«Giorgia Meloni viene in Puglia per celebrare il record di durata del suo Governo. Ma per milioni di italiani non c’è nulla da festeggiare». È l’affondo del senatore Mario Turco, vicepresidente del Movimento 5 Stelle e responsabile delle Politiche economiche e fiscali, che interviene sul bilancio dell’esecutivo guidato da Giorgia Meloni in un’intervista pubblicata da Repubblica.
Turco contesta l’impostazione della celebrazione legata alla durata del Governo e mette in contrapposizione la permanenza a Palazzo Chigi con i risultati ottenuti sul piano economico e sociale. «In quasi quattro anni questo esecutivo ha dimostrato una straordinaria capacità di restare a Palazzo Chigi e una molto minore capacità di risolvere i problemi del Paese», sostiene.
«I dati raccontano un’altra realtà»
Nel mirino del senatore finiscono soprattutto il costo della vita, i salari, la produzione industriale e i servizi pubblici. «Davanti a carovita, salari, industria e servizi pubblici in difficoltà, troppo spesso sono rimasti a fare le belle statuine», afferma Turco.

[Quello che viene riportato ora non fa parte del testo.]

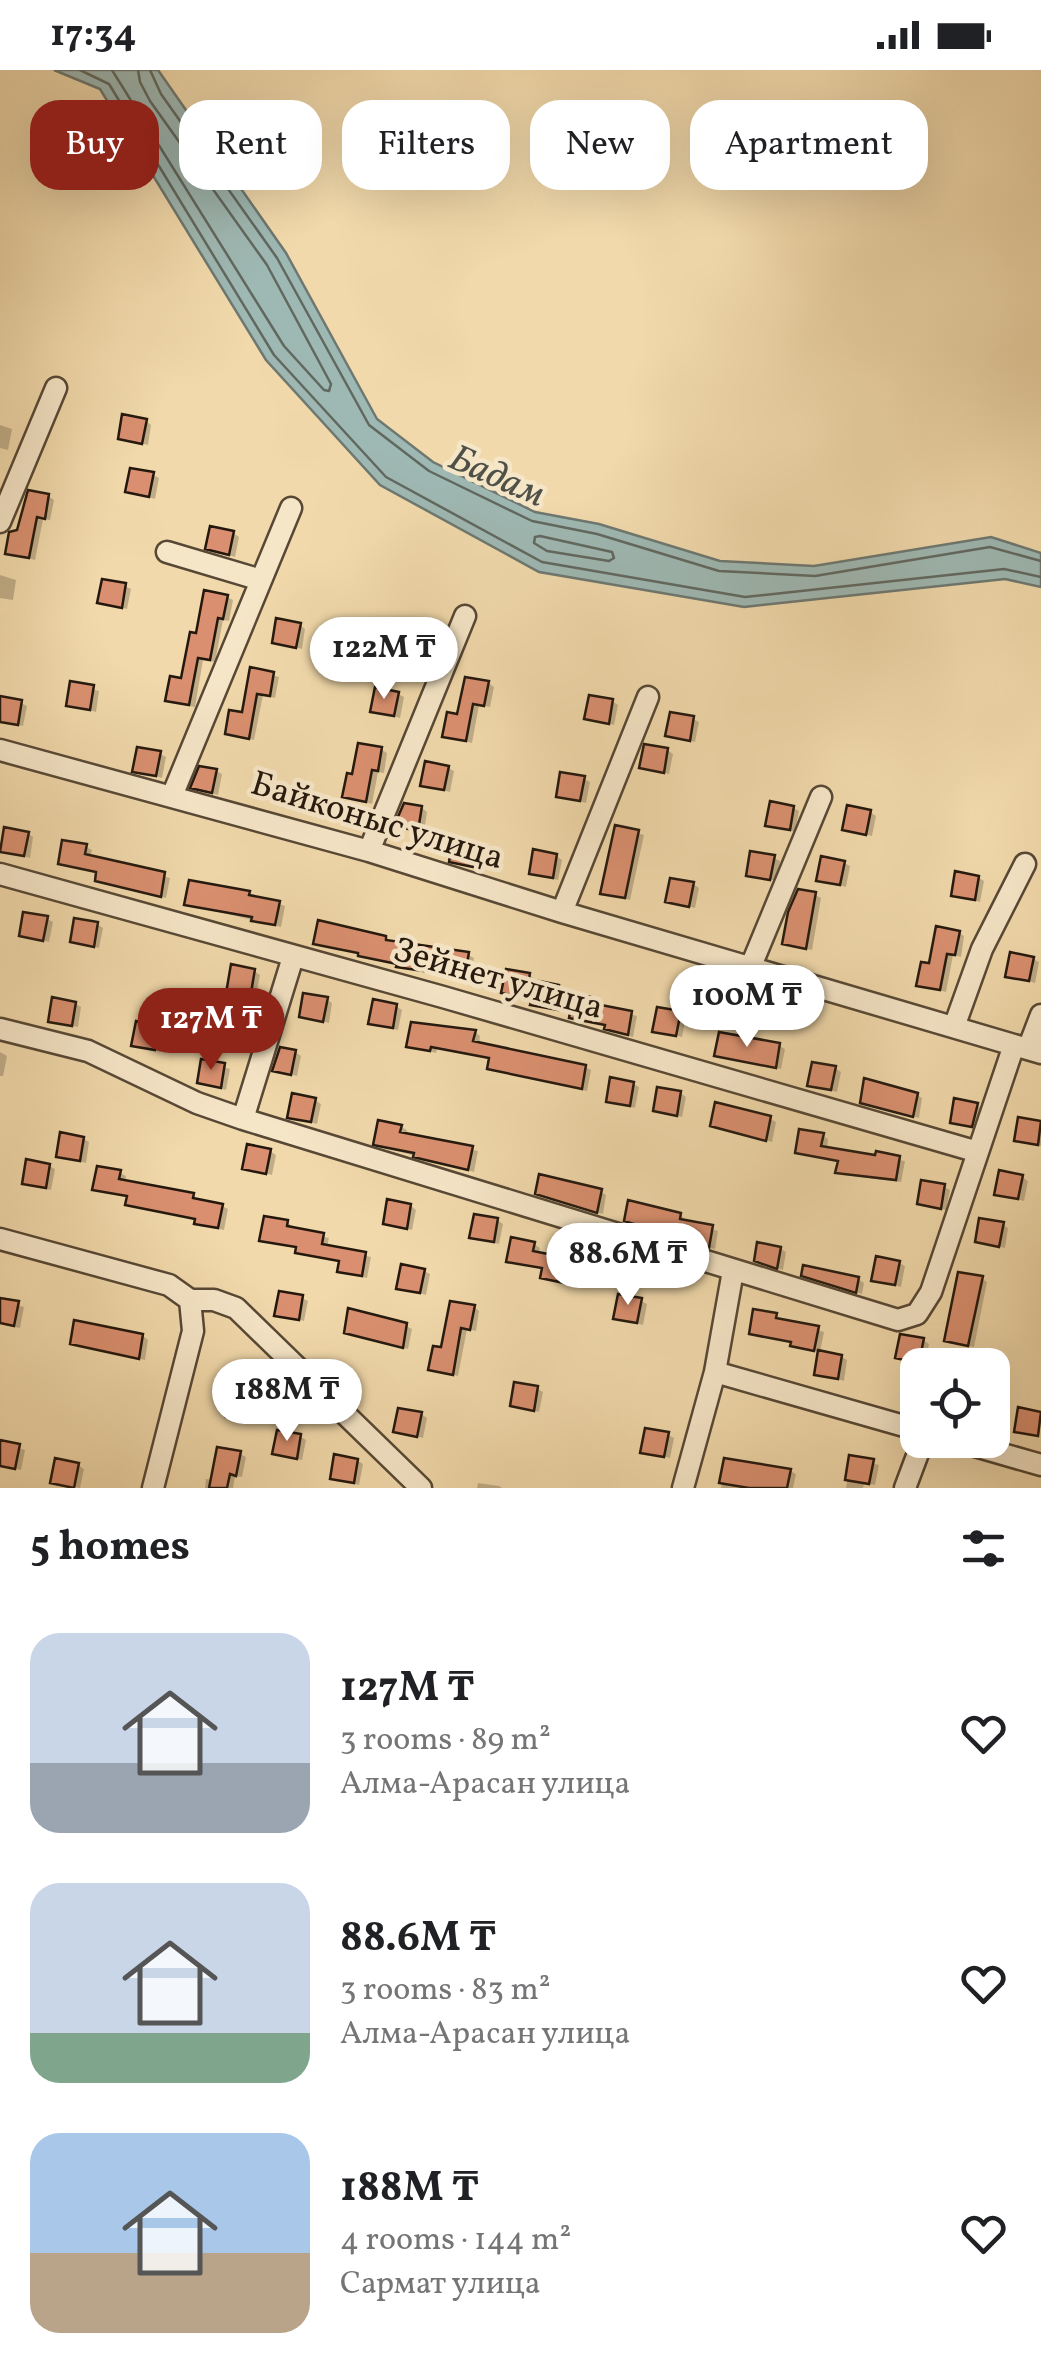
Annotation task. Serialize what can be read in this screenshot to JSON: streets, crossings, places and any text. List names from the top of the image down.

A sostegno della sua critica cita diversi indicatori economici. Secondo il senatore, l’inflazione è tornata a crescere, con particolare riferimento ai costi dell’energia, mentre le retribuzioni contrattuali reali, sulla base dei dati OCSE richiamati da Turco, risultano ancora inferiori dell’8,8% rispetto a gennaio 2021.
Il quadro dell’industria, inoltre, viene descritto come particolarmente preoccupante: la produzione industriale sarebbe reduce da oltre tre anni di contrazione. A questo si aggiunge l’aumento del debito pubblico, indicato da Turco in circa 450 miliardi di euro dalla fine del 2022, mentre la crescita economica italiana continua, nella sua valutazione, a collocarsi tra le più deboli d’Europa.
Il nodo della natalità
Tra gli indicatori citati dal vicepresidente del M5S c’è anche quello demografico. «Nel 2025 abbiamo inoltre registrato appena 355 mila nascite e una fecondità di 1,14 figli per donna», sottolinea Turco, inserendo il dato sulla natalità tra le principali emergenze strutturali del Paese.
Secondo il senatore, alle difficoltà economiche e demografiche si contrappongono scelte di spesa che il Movimento 5 Stelle considera sbilanciate.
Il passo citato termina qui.